Kalau alih fungsi lahan di Sleman, sudah cukup lama, Dari tahun 2000 maybe. Pada tahun 2017, tinggi banget alih fungsi lahan di Sleman.
Bagaimana nasib petani perempuan di Sleman yang terdampak alih fungsi lahan?
Perempuan petani itu tidak bisa dipisahkan dari alat produksinya. Alat produksinya apa? Alat produksi perempuan petani itu ya tanah. Ketika perempuan petani kehilangan tanah banyak aspek yang akan hilang dari dirinya. Pertama, pasti dia akan kehilangan sumber kehidupan. Dia akan kehilangan penghasilan dari profesinya sebagai petani itu, ataupun sumber penghasilannya berkurang.
Kedua, perempuan petani yang tidak lagi punya alat produksi sebenarnya kehilangan yang namanya ruang politik bagi perempuan. Rata-rata petani di Yogyakarta itu petani gurem, lahan sedikit. Karena lahan sedikit penghasilan sedikit, artinya tanah yang dimilikinya sedikit. At least mereka adalah perempuan miskin. Dalam struktur pengambilan ruang keputusan publik, perempuan miskin itu nyaris tidak pernah dilibatkan dalam pengambilan keputusan. Jangankan pengambilan keputusan di desa, dusun aja gak pernah dilibatkan.
Nah, tanah yang menjadi wilayah garapnya dalam perspektif ekofeminisme, itu ruang politik perempuan. Kenapa? Karena perempuan petani menunjukkan eksistensi bahwa dirinya ada dan mempunyai karya. Dirinya juga dapat berbicara melalui apa yang dia tanam, apa yang akan dia tanam, benihnya apa, pupuk yang akan digunakan, hasil panennya akan digunakan untuk apa. Itu ruang politik perempuan.
Kemudian, bagaimana nasib petani perempuan di Sleman yang kehilangan pekerjaan akibat alih fungsi lahan?
Ada beragam situasi yang dialami oleh perempuan petani yang kehilangan ruang hidup, sumber hidup, dan ruang politik karena situasi politik, sosial, atau ekonomi yang melatarbelakangi hingga tanah itu lepas dari hidupnya. Dia dipaksa masuk ke dalam kultur baru. Tadinya dia punya kuasa atas tanahnya, punya ruang politik, [sekarang-red] dia masuk ke dalam wilayah yang dia powerless.
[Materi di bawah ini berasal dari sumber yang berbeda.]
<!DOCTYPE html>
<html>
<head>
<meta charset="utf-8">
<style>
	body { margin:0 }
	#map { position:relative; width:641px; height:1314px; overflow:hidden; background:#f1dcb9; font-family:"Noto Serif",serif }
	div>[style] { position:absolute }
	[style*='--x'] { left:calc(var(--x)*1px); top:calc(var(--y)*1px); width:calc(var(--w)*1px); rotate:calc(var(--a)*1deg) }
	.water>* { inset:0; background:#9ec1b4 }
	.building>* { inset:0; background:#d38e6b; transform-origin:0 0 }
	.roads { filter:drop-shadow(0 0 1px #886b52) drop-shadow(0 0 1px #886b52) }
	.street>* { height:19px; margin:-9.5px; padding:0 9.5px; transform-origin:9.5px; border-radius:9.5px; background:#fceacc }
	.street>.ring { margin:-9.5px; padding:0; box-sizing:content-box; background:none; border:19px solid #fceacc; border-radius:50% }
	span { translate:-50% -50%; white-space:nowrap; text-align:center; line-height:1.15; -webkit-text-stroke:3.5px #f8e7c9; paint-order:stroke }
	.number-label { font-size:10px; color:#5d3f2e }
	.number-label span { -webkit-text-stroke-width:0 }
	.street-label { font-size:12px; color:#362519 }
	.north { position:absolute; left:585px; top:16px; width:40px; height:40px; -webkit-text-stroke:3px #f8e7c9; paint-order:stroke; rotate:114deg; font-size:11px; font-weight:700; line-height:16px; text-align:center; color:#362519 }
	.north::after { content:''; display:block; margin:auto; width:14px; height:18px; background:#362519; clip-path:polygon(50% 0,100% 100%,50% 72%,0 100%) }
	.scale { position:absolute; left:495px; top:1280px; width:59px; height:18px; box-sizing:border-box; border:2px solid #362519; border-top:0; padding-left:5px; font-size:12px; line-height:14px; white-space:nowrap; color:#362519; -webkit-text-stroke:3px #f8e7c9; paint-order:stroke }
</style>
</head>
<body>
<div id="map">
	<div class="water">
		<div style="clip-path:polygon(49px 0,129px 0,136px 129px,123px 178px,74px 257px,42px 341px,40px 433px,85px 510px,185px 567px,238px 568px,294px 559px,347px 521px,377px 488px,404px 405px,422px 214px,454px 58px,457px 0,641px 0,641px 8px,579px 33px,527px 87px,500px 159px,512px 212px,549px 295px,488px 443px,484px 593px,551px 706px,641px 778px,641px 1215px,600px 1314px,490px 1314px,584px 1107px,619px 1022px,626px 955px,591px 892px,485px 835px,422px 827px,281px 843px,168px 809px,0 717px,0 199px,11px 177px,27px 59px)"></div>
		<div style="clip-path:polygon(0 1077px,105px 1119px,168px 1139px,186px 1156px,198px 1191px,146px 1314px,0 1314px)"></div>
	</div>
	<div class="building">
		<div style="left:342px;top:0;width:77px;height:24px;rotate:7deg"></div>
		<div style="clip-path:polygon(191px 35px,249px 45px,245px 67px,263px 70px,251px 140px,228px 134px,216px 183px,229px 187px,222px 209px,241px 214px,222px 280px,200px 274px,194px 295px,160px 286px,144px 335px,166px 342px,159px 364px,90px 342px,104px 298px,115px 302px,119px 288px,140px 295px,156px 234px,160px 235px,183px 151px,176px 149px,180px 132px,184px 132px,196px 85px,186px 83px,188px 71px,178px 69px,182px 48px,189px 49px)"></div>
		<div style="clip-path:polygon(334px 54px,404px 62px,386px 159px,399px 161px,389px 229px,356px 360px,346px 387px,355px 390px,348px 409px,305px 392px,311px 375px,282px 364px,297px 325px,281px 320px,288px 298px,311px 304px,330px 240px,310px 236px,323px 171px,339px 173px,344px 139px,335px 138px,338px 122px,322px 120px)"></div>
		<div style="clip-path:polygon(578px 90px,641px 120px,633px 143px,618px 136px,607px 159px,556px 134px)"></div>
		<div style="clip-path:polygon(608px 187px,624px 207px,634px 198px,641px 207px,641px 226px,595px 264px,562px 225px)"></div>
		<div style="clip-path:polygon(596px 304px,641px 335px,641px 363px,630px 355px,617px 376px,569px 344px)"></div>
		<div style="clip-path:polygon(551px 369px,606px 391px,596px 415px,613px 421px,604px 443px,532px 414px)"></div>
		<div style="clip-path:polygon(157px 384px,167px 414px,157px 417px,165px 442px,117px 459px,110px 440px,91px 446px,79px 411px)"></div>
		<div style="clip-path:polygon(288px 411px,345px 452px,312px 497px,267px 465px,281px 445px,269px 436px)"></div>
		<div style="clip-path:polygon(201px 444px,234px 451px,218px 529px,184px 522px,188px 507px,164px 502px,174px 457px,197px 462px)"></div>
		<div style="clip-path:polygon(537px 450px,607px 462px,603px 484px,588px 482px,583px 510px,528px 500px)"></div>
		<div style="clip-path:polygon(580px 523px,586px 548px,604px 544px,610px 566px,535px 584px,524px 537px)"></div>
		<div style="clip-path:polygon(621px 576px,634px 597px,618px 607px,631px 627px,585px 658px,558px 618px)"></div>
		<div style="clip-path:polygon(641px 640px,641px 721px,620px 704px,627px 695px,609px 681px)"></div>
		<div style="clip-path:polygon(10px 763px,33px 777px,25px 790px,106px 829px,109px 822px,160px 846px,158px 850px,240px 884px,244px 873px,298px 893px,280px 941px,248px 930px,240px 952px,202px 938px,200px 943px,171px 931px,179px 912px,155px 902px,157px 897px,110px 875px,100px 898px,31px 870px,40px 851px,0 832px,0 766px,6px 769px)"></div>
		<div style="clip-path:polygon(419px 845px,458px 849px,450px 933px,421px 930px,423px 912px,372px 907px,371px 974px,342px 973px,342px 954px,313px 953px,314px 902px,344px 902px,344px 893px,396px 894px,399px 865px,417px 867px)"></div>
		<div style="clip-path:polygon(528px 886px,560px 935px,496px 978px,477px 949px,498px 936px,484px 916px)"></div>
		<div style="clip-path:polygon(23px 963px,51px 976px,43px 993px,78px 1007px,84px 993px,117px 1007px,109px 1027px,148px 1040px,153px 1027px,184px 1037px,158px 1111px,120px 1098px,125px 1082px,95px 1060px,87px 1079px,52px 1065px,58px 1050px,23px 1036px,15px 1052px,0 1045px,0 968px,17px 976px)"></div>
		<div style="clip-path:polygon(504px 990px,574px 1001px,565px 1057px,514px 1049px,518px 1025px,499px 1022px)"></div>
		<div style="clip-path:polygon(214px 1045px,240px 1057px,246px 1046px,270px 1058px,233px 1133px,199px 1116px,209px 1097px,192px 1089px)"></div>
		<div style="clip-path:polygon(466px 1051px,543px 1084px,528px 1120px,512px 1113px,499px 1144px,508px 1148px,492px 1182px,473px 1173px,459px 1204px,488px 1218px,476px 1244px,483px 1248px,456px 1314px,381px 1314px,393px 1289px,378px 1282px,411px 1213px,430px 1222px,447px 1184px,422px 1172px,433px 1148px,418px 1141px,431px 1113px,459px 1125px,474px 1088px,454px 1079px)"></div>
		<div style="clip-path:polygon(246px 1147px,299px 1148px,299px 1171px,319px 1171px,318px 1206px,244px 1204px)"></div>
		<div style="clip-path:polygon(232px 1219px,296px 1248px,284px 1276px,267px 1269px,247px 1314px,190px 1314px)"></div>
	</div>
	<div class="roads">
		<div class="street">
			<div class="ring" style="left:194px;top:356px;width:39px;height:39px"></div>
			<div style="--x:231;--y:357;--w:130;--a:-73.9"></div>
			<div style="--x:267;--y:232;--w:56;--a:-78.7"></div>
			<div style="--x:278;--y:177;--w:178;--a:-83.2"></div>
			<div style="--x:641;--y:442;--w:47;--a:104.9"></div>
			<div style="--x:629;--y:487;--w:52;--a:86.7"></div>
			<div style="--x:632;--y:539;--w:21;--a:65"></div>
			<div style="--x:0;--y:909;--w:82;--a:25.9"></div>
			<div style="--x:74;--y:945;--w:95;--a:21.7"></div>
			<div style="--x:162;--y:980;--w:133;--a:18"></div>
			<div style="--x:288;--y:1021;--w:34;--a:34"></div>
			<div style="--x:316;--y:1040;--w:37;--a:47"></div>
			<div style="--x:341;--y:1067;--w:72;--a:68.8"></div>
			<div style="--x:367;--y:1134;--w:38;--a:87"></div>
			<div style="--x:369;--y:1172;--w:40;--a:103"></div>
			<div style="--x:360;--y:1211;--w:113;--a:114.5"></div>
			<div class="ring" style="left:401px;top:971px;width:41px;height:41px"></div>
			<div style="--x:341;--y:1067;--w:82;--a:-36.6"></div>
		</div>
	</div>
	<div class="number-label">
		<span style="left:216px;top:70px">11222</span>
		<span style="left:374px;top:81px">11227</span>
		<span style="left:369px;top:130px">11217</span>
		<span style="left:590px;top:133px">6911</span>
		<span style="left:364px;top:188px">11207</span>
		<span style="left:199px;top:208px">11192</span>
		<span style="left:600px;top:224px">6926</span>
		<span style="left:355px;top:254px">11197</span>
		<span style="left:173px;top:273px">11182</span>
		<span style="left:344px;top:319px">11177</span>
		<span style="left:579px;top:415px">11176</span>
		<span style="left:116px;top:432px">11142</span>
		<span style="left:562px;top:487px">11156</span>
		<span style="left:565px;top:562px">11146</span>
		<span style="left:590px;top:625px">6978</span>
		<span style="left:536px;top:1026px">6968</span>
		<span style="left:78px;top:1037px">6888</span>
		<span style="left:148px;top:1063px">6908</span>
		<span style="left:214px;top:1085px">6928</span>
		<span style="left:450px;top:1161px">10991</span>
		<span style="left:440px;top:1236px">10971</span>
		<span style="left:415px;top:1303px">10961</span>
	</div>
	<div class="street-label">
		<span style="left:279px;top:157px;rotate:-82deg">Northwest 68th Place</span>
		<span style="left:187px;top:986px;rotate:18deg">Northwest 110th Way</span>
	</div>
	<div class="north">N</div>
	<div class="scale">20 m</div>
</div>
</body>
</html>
Perempuan menjadi buruh yang dia tidak punya kuasa atas modal karena memang dia tidak punya modal. Dia gak punya alat produksi. Pedagang, iya kalau dia menjadi pedagang produk-produk yang sumbernya adalah pangan-pangan yang diproduksi langsung. Kalau dia menjadi pedagang yang menjual produk-produk kapital yang sebenarnya itu juga menghisap perempuan, ya sama saja. Dia akhirnya menjadi kaki tangan para penguasa alat produksi.
Di sektor buruh, dia akan menjadi buruh, entah buruh pabrik, buruh rumahan, buruh industri skala kecil, atau buruh migran karena dia nggak punya pilihan apapun. Masih untung kalau dia jadi buruh pabrik. Akan lebih mengenaskan lagi bagi mereka yang tidak punya privilege pendidikan. Perempuan petani yang berada pada usia produktif tapi tidak punya sejarah pendidikan formal yang baik, akan lebih sulit [mendapatkan pekerjaan-red] karena dia nggak punya akses dan skill, kecuali skill menanam.
Itu gambaran kalau perempuan petani kehilangan tanahnya. Perempuan petani yang kehilangan tanahnya dan tidak bisa masuk dalam sektor formal, otomatis kalo dia punya pasangan, dia akan bergantung pada pasangannya. Kalau pasangannya juga mampu memenuhi kebutuhan ekonomi. Lah kalau tidak? Mereka akan jatuh dalam situasi kemiskinan. Bisa dikatakan ini adalah kemiskinan sistemik atau kemiskinan struktur. Struktur apa? Sistem apa? Struktur dan sistem pembangunan developmentalisme.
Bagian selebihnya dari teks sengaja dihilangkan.